Diffusion Models: From DDPM to Flow Matching

January 4, 2026

Introduction

Diffusion models have emerged as the dominant paradigm in generative modeling, powering systems like DALL-E, Stable Diffusion, and Sora. But the field has evolved rapidly from the original DDPM formulation through score matching, SDEs, and most recently flow matching. This article traces that evolution, showing how each advancement builds on the last.

We'll see how what started as a discrete denoising process became understood as continuous dynamics, then as probability flows, and finally as optimal transport problems. By the end, you'll understand not just the algorithms, but the deep connections between these seemingly different approaches.

Foundational Concepts

Gaussian Distributions and Reparameterization

The Gaussian distribution is central to all diffusion models.
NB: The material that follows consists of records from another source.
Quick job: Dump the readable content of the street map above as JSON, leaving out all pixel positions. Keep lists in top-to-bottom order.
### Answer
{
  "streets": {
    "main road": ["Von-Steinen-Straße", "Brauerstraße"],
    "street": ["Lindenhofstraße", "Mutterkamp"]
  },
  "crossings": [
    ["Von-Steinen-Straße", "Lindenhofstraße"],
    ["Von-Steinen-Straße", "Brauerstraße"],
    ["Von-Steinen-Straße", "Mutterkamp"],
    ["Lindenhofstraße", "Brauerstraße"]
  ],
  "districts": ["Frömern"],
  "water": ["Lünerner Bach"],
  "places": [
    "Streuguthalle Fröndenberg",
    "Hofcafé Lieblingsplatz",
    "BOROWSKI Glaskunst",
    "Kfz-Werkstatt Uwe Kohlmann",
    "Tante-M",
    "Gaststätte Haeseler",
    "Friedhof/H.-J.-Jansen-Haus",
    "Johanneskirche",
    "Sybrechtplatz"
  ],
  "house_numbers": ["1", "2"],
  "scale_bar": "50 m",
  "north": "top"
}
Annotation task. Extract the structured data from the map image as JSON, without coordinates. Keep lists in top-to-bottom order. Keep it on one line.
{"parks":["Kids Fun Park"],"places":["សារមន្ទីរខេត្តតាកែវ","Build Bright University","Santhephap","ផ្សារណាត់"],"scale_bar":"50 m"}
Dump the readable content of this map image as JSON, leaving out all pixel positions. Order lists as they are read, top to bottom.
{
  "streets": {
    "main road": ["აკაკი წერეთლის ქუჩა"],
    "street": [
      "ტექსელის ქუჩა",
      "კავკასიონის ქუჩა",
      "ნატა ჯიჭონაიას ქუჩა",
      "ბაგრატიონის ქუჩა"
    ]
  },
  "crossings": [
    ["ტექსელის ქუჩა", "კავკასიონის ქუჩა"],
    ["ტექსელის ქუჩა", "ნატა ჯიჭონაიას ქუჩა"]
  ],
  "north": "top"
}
A random variable $x \sim \mathcal{N}(\mu, \sigma^2)$ has density:

$$p(x) = \frac{1}{\sqrt{2\pi\sigma^2}} \exp\left(-\frac{(x-\mu)^2}{2\sigma^2}\right)$$

The reparameterization trick lets us write $x = \mu + \sigma \epsilon$ where $\epsilon \sim \mathcal{N}(0, 1)$. This makes sampling differentiable with respect to parameters.

Bayes' Rule and Conditional Distributions

For Gaussians, Bayes' rule has a particularly nice form. If $x_0 \sim \mathcal{N}(\mu_0, \sigma_0^2)$ and $x_t | x_0 \sim \mathcal{N}(\alpha_t x_0, \sigma_t^2)$, then:

$$x_0 | x_t \sim \mathcal{N}\left(\frac{\alpha_t \sigma_0^2}{\alpha_t^2 \sigma_0^2 + \sigma_t^2} x_t, \frac{\sigma_0^2 \sigma_t^2}{\alpha_t^2 \sigma_0^2 + \sigma_t^2}\right)$$

This posterior inference is exact and tractable for Gaussian processes - a key advantage we'll exploit throughout.

The Score Function

The score function is the gradient of the log-density:

$$s(x) = \nabla_x \log p(x)$$

For a Gaussian $\mathcal{N}(\mu, \sigma^2)$, the score is particularly simple:

$$\nabla_x \log p(x) = -\frac{x - \mu}{\sigma^2}$$

This points toward the mode (mean) of the distribution, with strength proportional to how far we are from it. The score function will become central to understanding diffusion models.

DDPM: Denoising Diffusion Probabilistic Models

The Setup

DDPM (Ho et al., 2020) introduced a discrete-time noising process over $T$ steps. Starting from data $x_0 \sim q(x_0)$, we gradually add Gaussian noise:

$$q(x_t | x_{t-1}) = \mathcal{N}(x_t; \sqrt{1-\beta_t} x_{t-1}, \beta_t I)$$

where $\beta_1, \ldots, \beta_T$ is a variance schedule with $0 < \beta_t < 1$. Each step adds a little noise and shrinks the signal slightly.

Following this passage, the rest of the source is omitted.